Work to complete:
Quote all of the data exactly as given. Skip every picture it contains.

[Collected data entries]
****
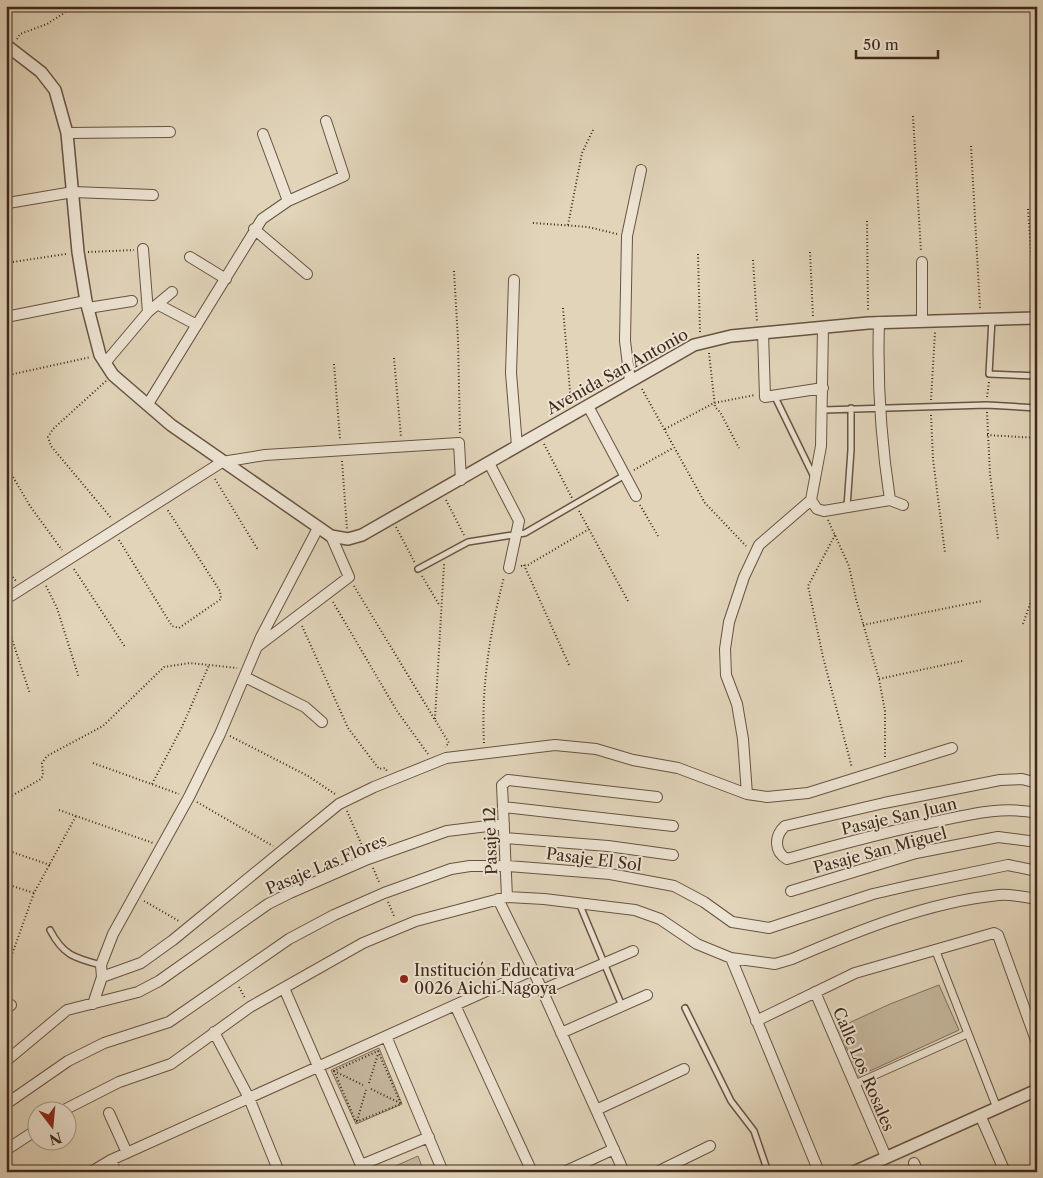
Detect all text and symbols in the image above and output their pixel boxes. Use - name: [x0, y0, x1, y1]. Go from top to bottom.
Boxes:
- scale bar: [856, 28, 938, 60]
- text: 50 m: [863, 35, 899, 54]
- street label: Avenida San Antonio: [542, 324, 691, 419]
- street label: Pasaje San Juan: [839, 793, 959, 839]
- street label: Pasaje 12: [479, 807, 501, 875]
- street label: Pasaje San Miguel: [811, 823, 949, 877]
- street label: Pasaje Las Flores: [262, 829, 390, 899]
- street label: Pasaje El Sol: [545, 843, 643, 875]
- place label: Institución Educativa 0026 Aichi Nagoya: [414, 960, 575, 998]
- marker: Institución Educativa 0026 Aichi Nagoya: [398, 973, 410, 985]
- street label: Calle Los Rosales: [829, 1004, 899, 1134]
- north arrow: [28, 1100, 78, 1150]
- text: N: [47, 1128, 64, 1149]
****
Solution to the exercise:
Detect all text and symbols in the image above and output their pixel boxes. Use - name: [x0, y0, x1, y1]. Go from top to bottom.
Boxes:
- scale bar: [856, 28, 938, 60]
- text: 50 m: [863, 35, 899, 54]
- street label: Avenida San Antonio: [542, 324, 691, 419]
- street label: Pasaje San Juan: [839, 793, 959, 839]
- street label: Pasaje 12: [479, 807, 501, 875]
- street label: Pasaje San Miguel: [811, 823, 949, 877]
- street label: Pasaje Las Flores: [262, 829, 390, 899]
- street label: Pasaje El Sol: [545, 843, 643, 875]
- place label: Institución Educativa 0026 Aichi Nagoya: [414, 960, 575, 998]
- marker: Institución Educativa 0026 Aichi Nagoya: [398, 973, 410, 985]
- street label: Calle Los Rosales: [829, 1004, 899, 1134]
- north arrow: [28, 1100, 78, 1150]
- text: N: [47, 1128, 64, 1149]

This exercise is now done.